Change Data Capture from MySQL to BigQuery using Debezium and Pub/Sub (Stream) template
Stay organized with collections
Save and categorize content based on your preferences.
The Change Data Capture from MySQL to BigQuery using Debezium and Pub/Sub
template is a streaming pipeline that reads Pub/Sub messages with change data from
a MySQL database and writes the records to BigQuery. A Debezium connector captures
changes to the MySQL database and publishes the changed data to Pub/Sub. The
template then reads the Pub/Sub messages and writes them to BigQuery.
You can use this template to sync MySQL databases and BigQuery tables. The
pipeline writes the changed data to a BigQuery staging table and intermittently
updates a BigQuery table replicating the MySQL database.
useStorageWriteApiAtLeastOnce: When using the Storage Write API, specifies the write semantics.

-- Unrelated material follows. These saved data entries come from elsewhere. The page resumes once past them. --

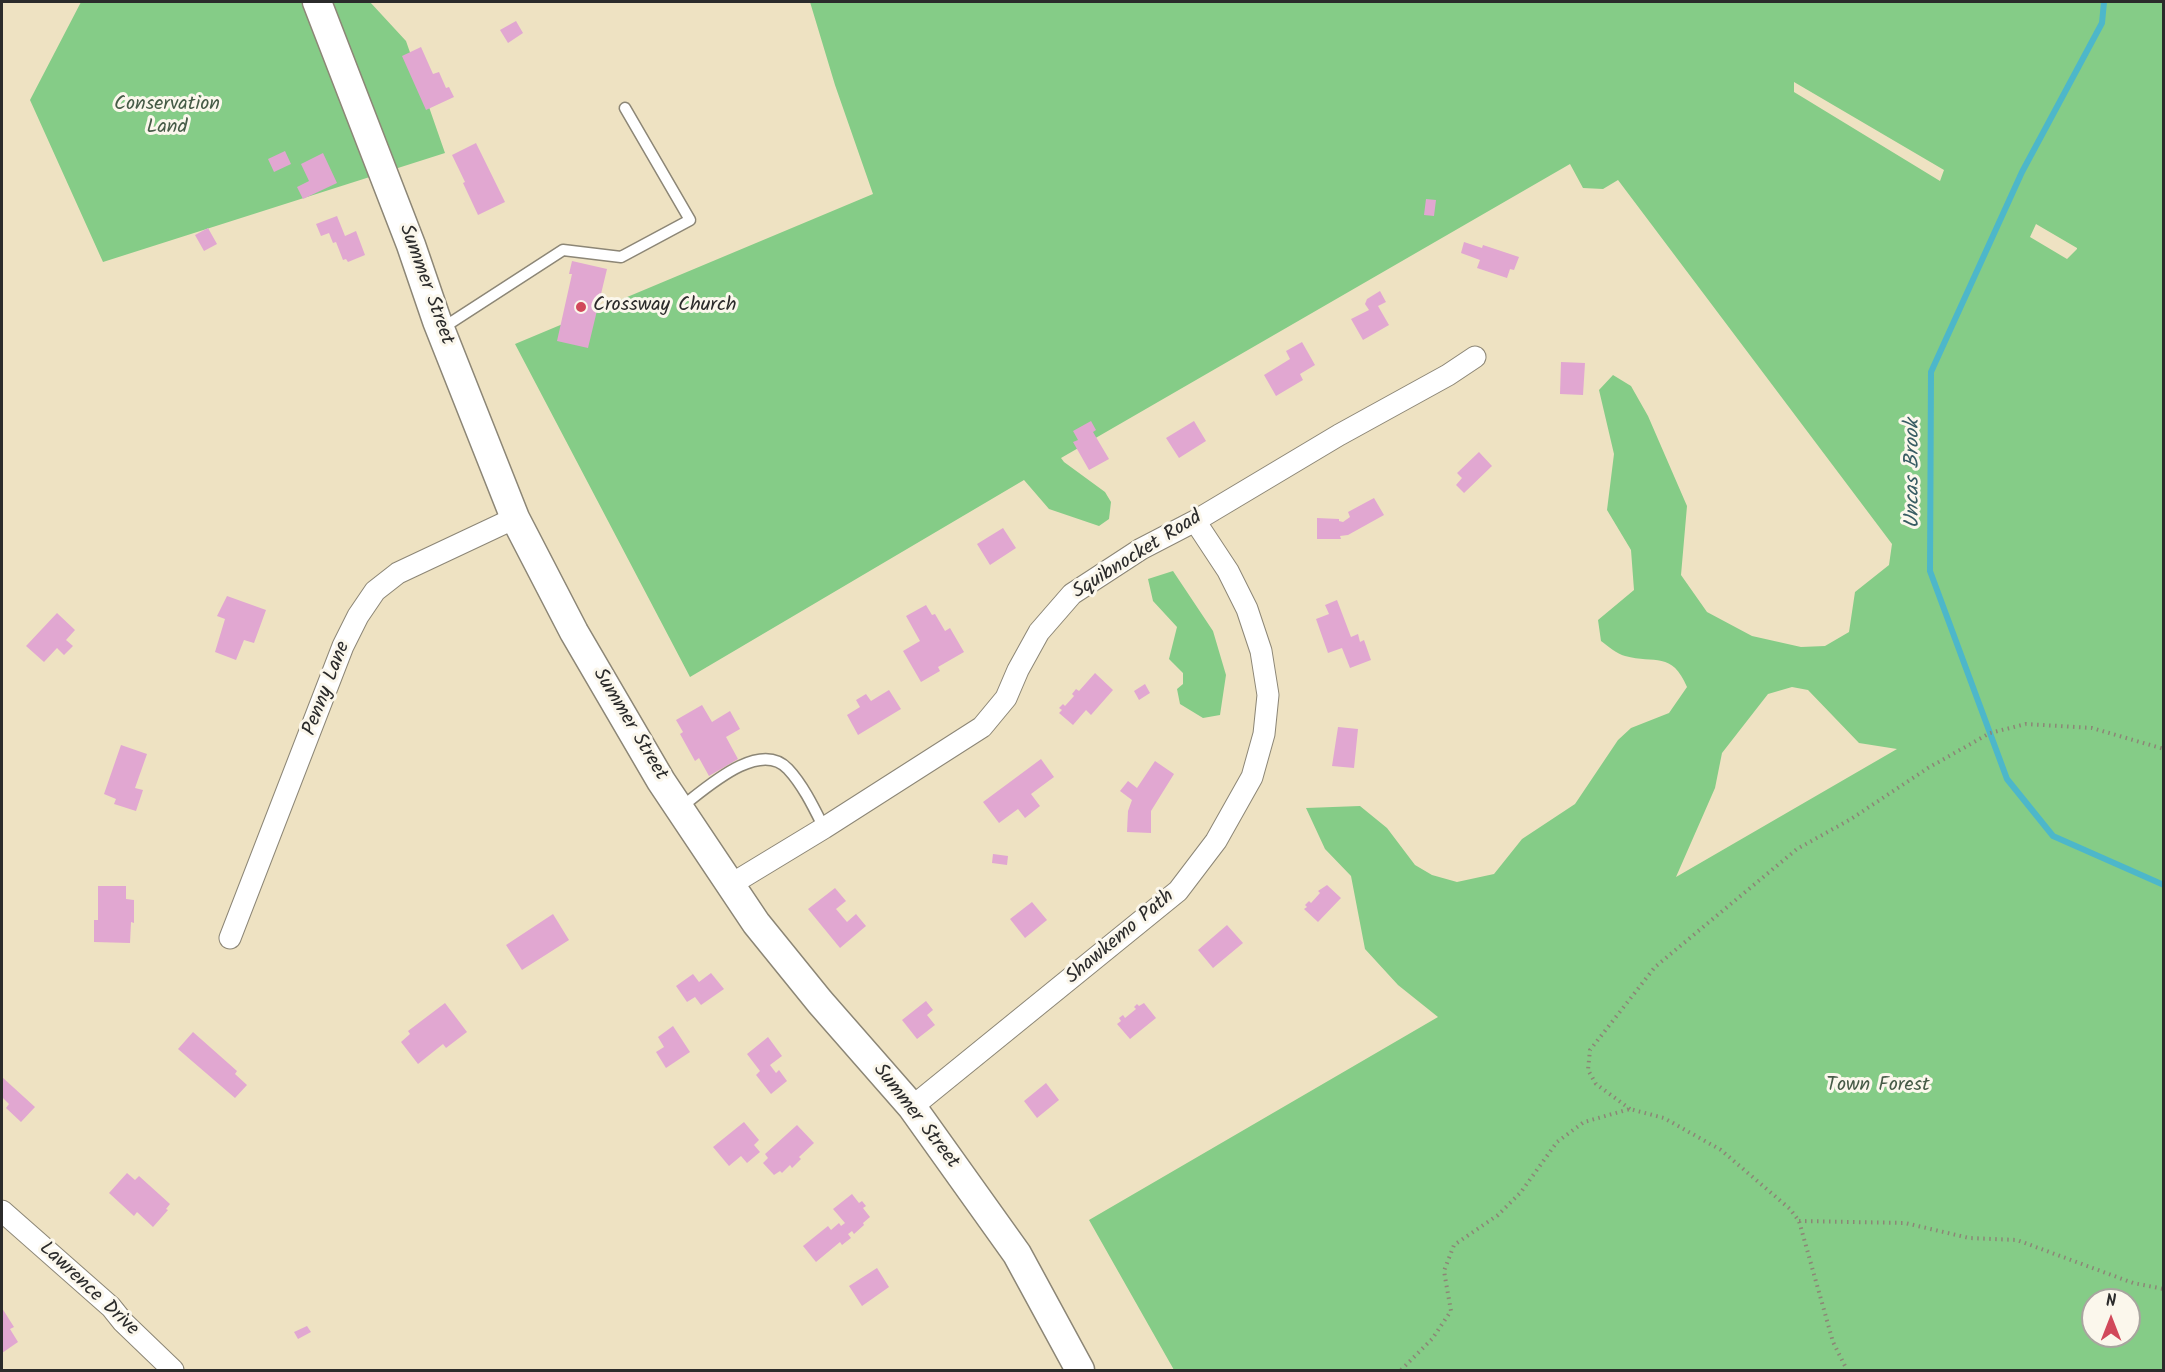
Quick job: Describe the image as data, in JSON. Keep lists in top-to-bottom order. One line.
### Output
{"streets":{"main road":["Summer Street"],"street":["Squibnocket Road","Penny Lane","Shawkemo Path","Lawrence Drive"]},"crossings":[["Summer Street","Squibnocket Road"],["Summer Street","Penny Lane"],["Summer Street","Shawkemo Path"],["Squibnocket Road","Shawkemo Path"]],"water":["Uncas Brook"],"parks":["Conservation Land","Town Forest"],"places":["Crossway Church"],"north":"top"}
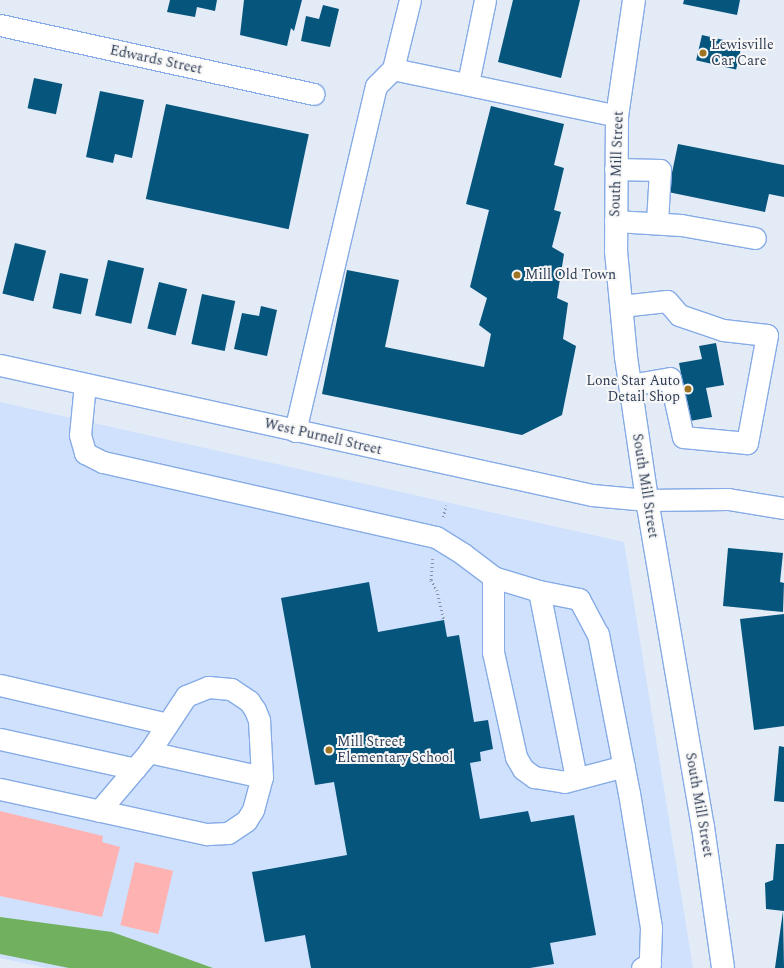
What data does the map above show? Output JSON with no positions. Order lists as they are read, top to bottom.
{
  "streets": {
    "main road": ["South Mill Street"],
    "street": ["Edwards Street", "West Purnell Street"]
  },
  "crossings": [
    ["South Mill Street", "West Purnell Street"]
  ],
  "places": [
    "Lewisville Car Care",
    "Mill Old Town",
    "Lone Star Auto Detail Shop",
    "Mill Street Elementary School"
  ]
}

To use at-least once semantics (https://beam.apache.org/documentation/io/built-in/google-bigquery/#at-least-once-semantics), set this parameter to true. To use exactly-once semantics, set the parameter to false. This parameter applies only when useStorageWriteApi is true. The default value is false.
numStorageWriteApiStreams: When using the Storage Write API, specifies the number of write streams. If useStorageWriteApi is true and useStorageWriteApiAtLeastOnce is false, then you must set this parameter. Defaults to: 0.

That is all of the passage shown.